You can also get help from appropriate brain supplements like ALCAR, Alpha GPC, Citicoline, Ginseng (the American one – Panax Ginseng) or Magnesium. But overall, what you need to consider is to engage in physical activity like 1 hour of daily walks and reducing stress from your life [2], it’s a brain cell killer!

Adapt mental exercises to your lifestyle

There is a reason for mental stimulating games like puzzles, rubric cubes, chess or even math exercises, and the reason is you train your brain to cope with the following elements:

• Avoiding distractions (as short-term memory is extremely susceptive to it)

• Do one task at time (multitasking is just a myth that often hurts our brain)

• Increase concentration levels

If you don’t know how to play chess or you suck at maths, there are other ways to help your brain to keep fit. Video games have been taking the path of self-help for users, becoming much more than a time-taking entertainment, but also rehearsal always work: repeat aloud what you want to remember a certain amount of times and be sure it’s prone to stick.

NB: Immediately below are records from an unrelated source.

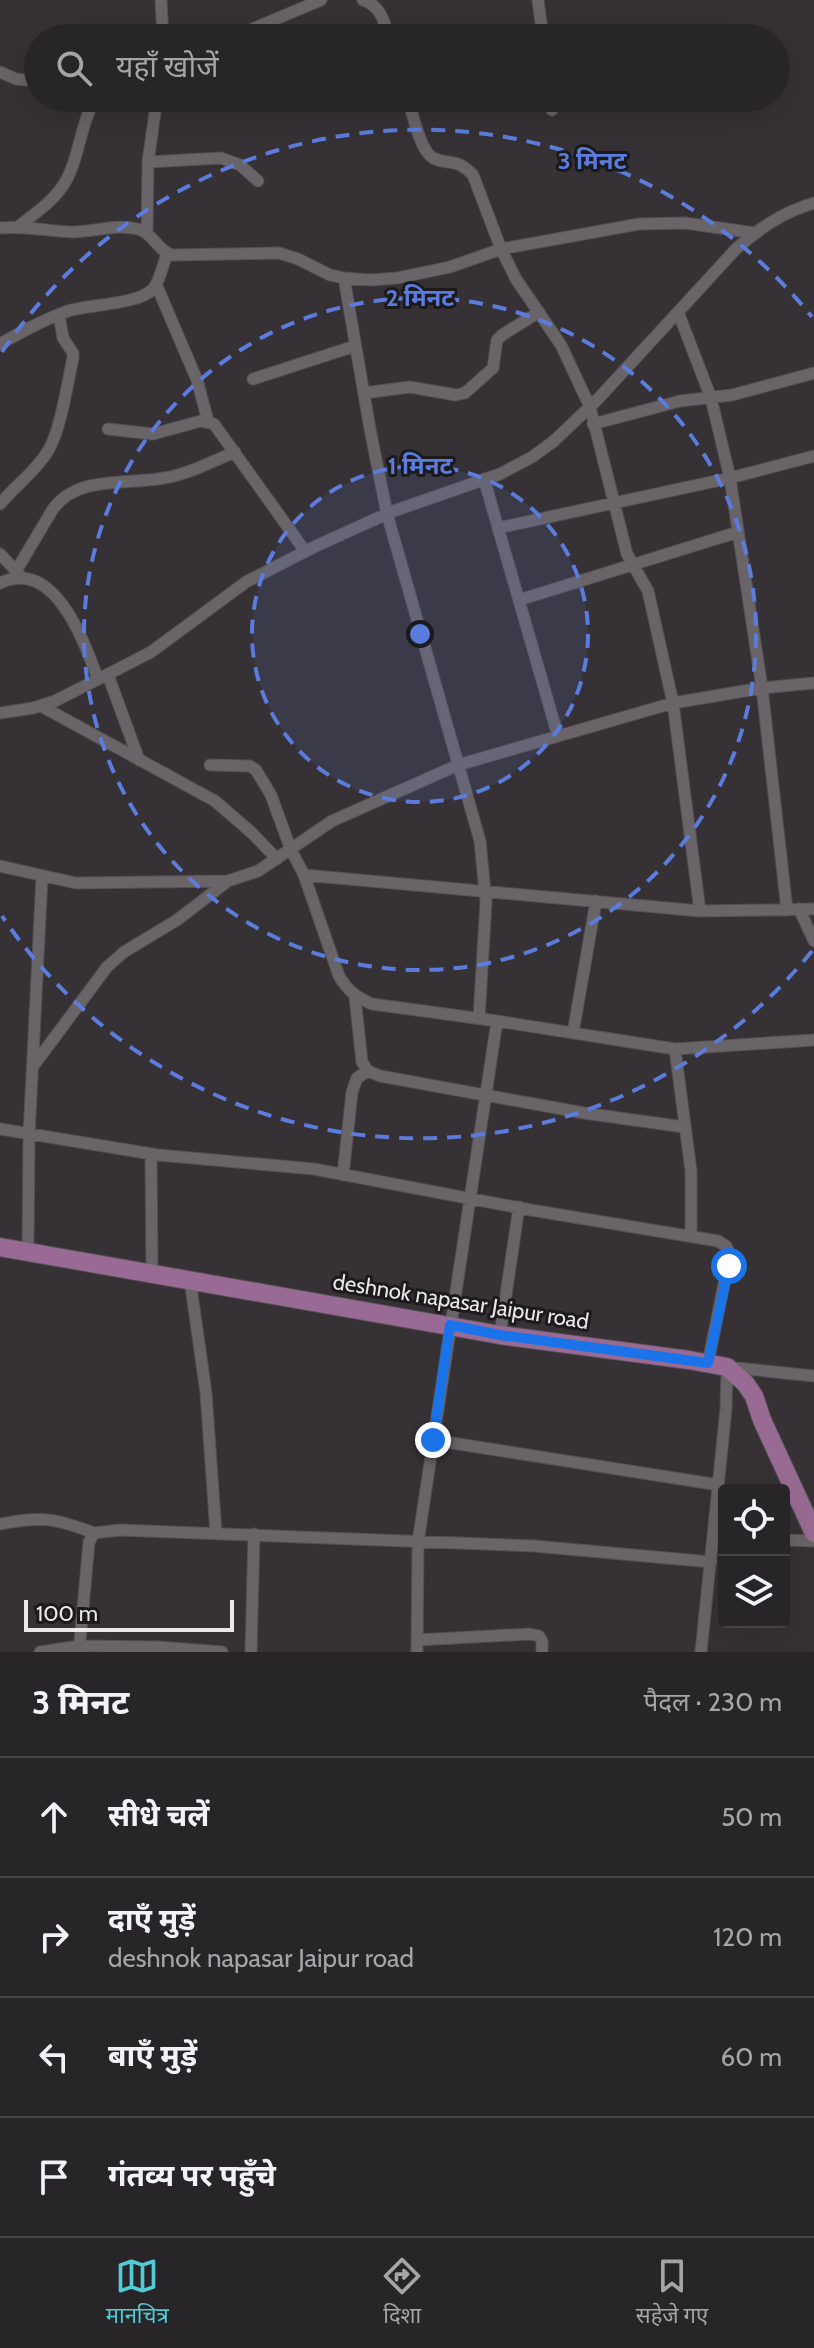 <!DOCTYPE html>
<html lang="hi">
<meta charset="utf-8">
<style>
:root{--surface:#282528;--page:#302d30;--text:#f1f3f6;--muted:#a5a5a8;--line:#444245;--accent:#51ccd5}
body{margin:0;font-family:Cabin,"Noto Sans Devanagari",sans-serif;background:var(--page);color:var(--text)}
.controls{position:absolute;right:24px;bottom:24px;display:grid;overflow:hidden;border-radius:8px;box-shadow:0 8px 32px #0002}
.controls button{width:72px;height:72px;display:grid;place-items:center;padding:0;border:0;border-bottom:2px solid var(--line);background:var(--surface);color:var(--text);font:40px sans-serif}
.scale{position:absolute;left:24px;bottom:20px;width:210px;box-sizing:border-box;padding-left:8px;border:4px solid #ebe8ea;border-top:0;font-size:22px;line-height:28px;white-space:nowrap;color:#ebe8ea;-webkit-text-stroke:6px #1c1a1c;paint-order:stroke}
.stop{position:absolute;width:24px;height:24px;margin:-18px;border:6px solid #1a73e8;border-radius:50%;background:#fff}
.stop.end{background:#1a73e8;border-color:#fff;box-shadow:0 2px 8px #0008}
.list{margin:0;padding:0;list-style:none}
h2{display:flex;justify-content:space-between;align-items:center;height:104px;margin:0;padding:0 32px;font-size:34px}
h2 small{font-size:26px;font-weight:400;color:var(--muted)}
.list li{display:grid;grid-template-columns:52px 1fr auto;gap:24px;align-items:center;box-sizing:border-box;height:120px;padding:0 32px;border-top:2px solid var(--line)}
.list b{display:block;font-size:30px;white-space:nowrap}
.list p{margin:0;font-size:26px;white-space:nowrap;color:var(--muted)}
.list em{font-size:26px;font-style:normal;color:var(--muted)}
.icon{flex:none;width:44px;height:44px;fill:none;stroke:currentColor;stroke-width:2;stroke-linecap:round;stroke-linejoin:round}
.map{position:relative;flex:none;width:814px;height:1652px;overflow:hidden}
.search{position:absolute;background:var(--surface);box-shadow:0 8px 32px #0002;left:24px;right:24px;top:24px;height:88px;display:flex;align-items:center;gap:20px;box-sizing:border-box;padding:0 28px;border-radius:44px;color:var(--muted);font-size:30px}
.sheet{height:584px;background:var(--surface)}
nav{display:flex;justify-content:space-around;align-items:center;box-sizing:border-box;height:112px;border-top:2px solid var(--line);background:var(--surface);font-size:22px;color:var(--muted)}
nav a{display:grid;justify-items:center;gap:4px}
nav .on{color:var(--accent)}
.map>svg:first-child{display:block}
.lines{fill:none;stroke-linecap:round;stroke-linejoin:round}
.street-casing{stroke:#534f52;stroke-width:13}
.primary-casing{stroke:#534f52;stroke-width:20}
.street{stroke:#696468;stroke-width:11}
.primary{stroke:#996b94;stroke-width:18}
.route{stroke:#1a73e8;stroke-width:10}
.ring{fill:none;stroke:#5b7cdd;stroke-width:4;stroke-dasharray:14 10}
.labels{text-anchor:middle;stroke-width:6;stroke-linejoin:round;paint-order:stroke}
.street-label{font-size:22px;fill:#ebe8ea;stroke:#1c1a1c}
.centre{fill:#5b7cdd;stroke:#1c1a1c;stroke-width:4}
.ring-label{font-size:24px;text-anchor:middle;font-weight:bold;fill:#5b7cdd;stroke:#1c1a1c;stroke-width:6;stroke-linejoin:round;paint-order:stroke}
</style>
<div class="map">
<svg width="814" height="1652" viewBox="0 0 814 1652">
<rect width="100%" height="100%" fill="#363135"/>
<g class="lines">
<g class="street-casing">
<path id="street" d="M161,0L163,38
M363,0C381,6 384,21 389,38
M538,0L543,38
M231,38L321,0
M0,72L16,79L38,81
M408,98C412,112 420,151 433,158C450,166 456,157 473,175L501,249L516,279L561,345L590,407L627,554L648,591L673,703L700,911
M551,98L552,110
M148,162L221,158L240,165L258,181
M19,226C34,214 51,203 62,187C80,161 79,125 96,98
M0,228C26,225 50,232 75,232C96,231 119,224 138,229C153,233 157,250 172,255L279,253L298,259L330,275L344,278L370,280L397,278L450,267L501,249L639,224L685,223L755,233
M147,232L148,162L157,98
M344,278L370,429L387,514L480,841L486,902L479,1018
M156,284L197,380L208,421
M678,312L711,398L730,478L762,688L787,910
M0,344C21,332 45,319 68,311C89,304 138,305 153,289C160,281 163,264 167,254
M253,379L355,346
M364,393L410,387L456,395L465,393L493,368L497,340L502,335L539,312
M593,424L680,401L732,395L814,373
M108,429L153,434L201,421L214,424L305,551
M484,479L558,736
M0,504C15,486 36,471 48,451C61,429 67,385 73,358V353L63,338L59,315
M498,528L730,478L814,456
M0,554L19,574
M16,571L53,509C78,475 127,485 164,478C189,474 213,461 235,452
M0,583C55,557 84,642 98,679
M519,600L738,532
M108,675L139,760
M41,706L215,801L252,833L277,859
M0,713L33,708L55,701L122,667L151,652L246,582L316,546L391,512L500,474L532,457L554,441L597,400L736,249C760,228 783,212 814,203
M210,765L250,766L256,770L271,795L291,850L304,875L339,976C348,991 356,997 372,1004L497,1021L675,1049L814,1040
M0,866L76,883L228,881L258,871L332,821L458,765L673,703L762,688L814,683
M304,875L700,911L814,909
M799,909L814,941
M355,997L362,1062L368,1071L380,1076L584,1113L684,1127
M573,1033L596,901
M675,1049L691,1171V1236
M34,1065L107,967L124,952L177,920L228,881
M0,1129L158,1155L314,1169L531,1210L718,1241L726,1246L730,1254L708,1363
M151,1154L152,1273
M343,1175L352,1092L357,1078L368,1071
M28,1251L29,1135L42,877
M190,1280L206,1393L216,1533
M500,1335L519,1207
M433,1440L719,1485
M0,1524C42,1516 55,1518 94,1533
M784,1540L814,1541
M417,1640L530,1634L539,1636L542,1641V1652
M40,1652L80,1646L158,1647L222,1652
M79,1652L89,1542L94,1533L120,1530L534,1546L711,1562
M251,1652L254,1534
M417,1652L418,1542L497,1021
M701,1652L726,1409L727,1367L814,1376"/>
</g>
<g class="primary-casing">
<path id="primary" d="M0,1247L500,1335L689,1360L727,1367L745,1383L754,1396L762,1420L814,1533"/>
</g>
<use href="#street" class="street"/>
<use href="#primary" class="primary"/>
</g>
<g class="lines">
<path class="route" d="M433,1440L450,1325L500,1335L708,1363L729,1266"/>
</g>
<circle cx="420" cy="634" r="168" fill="#5b7cdd" fill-opacity=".12"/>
<g class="ring">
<circle cx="420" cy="634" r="168"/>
<circle cx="420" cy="634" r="336"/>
<path d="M812 951A504 504 0 0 1 2 916M2 352A504 504 0 0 1 812 317"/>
</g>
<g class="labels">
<g class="street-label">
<text transform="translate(461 1301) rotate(9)" y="8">deshnok napasar Jaipur road</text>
</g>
</g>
<circle cx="420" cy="634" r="12" class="centre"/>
<g class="ring-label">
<text x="592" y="169">3 मिनट</text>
<text x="420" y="306">2 मिनट</text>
<text x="420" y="474">1 मिनट</text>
</g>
</svg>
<div class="controls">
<button><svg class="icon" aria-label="locate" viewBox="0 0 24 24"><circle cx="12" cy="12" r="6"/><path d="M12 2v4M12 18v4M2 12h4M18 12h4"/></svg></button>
<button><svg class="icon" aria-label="layers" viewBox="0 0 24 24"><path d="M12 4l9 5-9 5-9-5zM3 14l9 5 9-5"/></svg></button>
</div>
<div class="scale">100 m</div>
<div class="stop" style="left:729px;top:1266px"></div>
<div class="stop end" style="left:433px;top:1440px"></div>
<div class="search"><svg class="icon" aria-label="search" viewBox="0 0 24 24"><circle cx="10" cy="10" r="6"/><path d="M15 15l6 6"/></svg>यहाँ खोजें</div>
</div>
<section class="sheet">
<h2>3 मिनट<small>पैदल · 230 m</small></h2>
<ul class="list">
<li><svg class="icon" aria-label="ahead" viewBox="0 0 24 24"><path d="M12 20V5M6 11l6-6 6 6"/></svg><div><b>सीधे चलें</b></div><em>50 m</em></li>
<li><svg class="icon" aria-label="right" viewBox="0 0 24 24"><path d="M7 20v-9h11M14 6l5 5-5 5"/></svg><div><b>दाएँ मुड़ें</b><p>deshnok napasar Jaipur road</p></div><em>120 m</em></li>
<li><svg class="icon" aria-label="left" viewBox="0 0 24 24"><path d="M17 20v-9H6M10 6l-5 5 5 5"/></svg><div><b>बाएँ मुड़ें</b></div><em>60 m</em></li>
<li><svg class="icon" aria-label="arrive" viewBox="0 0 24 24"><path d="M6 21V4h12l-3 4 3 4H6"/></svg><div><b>गंतव्य पर पहुँचे</b></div></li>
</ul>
</section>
<nav>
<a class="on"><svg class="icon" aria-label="map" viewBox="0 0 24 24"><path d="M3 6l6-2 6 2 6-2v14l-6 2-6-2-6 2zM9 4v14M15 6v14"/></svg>मानचित्र</a>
<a><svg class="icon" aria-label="directions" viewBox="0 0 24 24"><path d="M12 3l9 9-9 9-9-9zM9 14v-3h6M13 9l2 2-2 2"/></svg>दिशा</a>
<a><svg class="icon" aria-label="saved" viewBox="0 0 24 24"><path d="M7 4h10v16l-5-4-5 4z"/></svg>सहेजे गए</a>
</nav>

Write down what you need to remember

The sole action of writing down either number of pieces of text helps the brain to process that information. This is the main reason why students are advised not to highlight their books like there is no tomorrow but to note down the concepts explained.

Take a break

Adding stress to your life is not only not going to help you to improve but is prone to worsen what you already are suffering from. Instead, whenever you feel exhausted or think you can’t cope with what’s in front of you, take a break from everything and seek the outside world. A walk from time to time benefits not only your health but also your mental abilities.

When everything else fails, there is coffee

Studies prove the benefits of caffeine on short-term memory and reaction times, which is considered the sole reason why nearly 80 percent of people start their daily routines with a cup of coffee.

Habit or not, drinking coffee will certainly put the couch potato mood aside and get us focused on working and processing information. Watch out! Don’t overdo your coffee dosage or consistently rely on energy beverages as increased anxiety, tachycardia and gastritis are among the most usual side effects of caffeine abuse.